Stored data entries
════
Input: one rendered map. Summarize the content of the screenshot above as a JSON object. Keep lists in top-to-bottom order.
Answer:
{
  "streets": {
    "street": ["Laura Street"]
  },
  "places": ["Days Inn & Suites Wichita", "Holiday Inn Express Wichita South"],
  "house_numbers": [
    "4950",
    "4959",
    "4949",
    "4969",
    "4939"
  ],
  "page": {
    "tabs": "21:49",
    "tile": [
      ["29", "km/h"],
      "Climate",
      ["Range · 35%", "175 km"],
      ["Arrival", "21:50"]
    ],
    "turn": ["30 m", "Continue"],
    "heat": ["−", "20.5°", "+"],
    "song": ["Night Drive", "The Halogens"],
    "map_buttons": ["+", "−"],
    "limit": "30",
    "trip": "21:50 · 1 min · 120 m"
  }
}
════
Assignment: Every line of the data above is to be repeated exactly.

Written answer:
Input: one rendered map. Summarize the content of the screenshot above as a JSON object. Keep lists in top-to-bottom order.
Answer:
{
  "streets": {
    "street": ["Laura Street"]
  },
  "places": ["Days Inn & Suites Wichita", "Holiday Inn Express Wichita South"],
  "house_numbers": [
    "4950",
    "4959",
    "4949",
    "4969",
    "4939"
  ],
  "page": {
    "tabs": "21:49",
    "tile": [
      ["29", "km/h"],
      "Climate",
      ["Range · 35%", "175 km"],
      ["Arrival", "21:50"]
    ],
    "turn": ["30 m", "Continue"],
    "heat": ["−", "20.5°", "+"],
    "song": ["Night Drive", "The Halogens"],
    "map_buttons": ["+", "−"],
    "limit": "30",
    "trip": "21:50 · 1 min · 120 m"
  }
}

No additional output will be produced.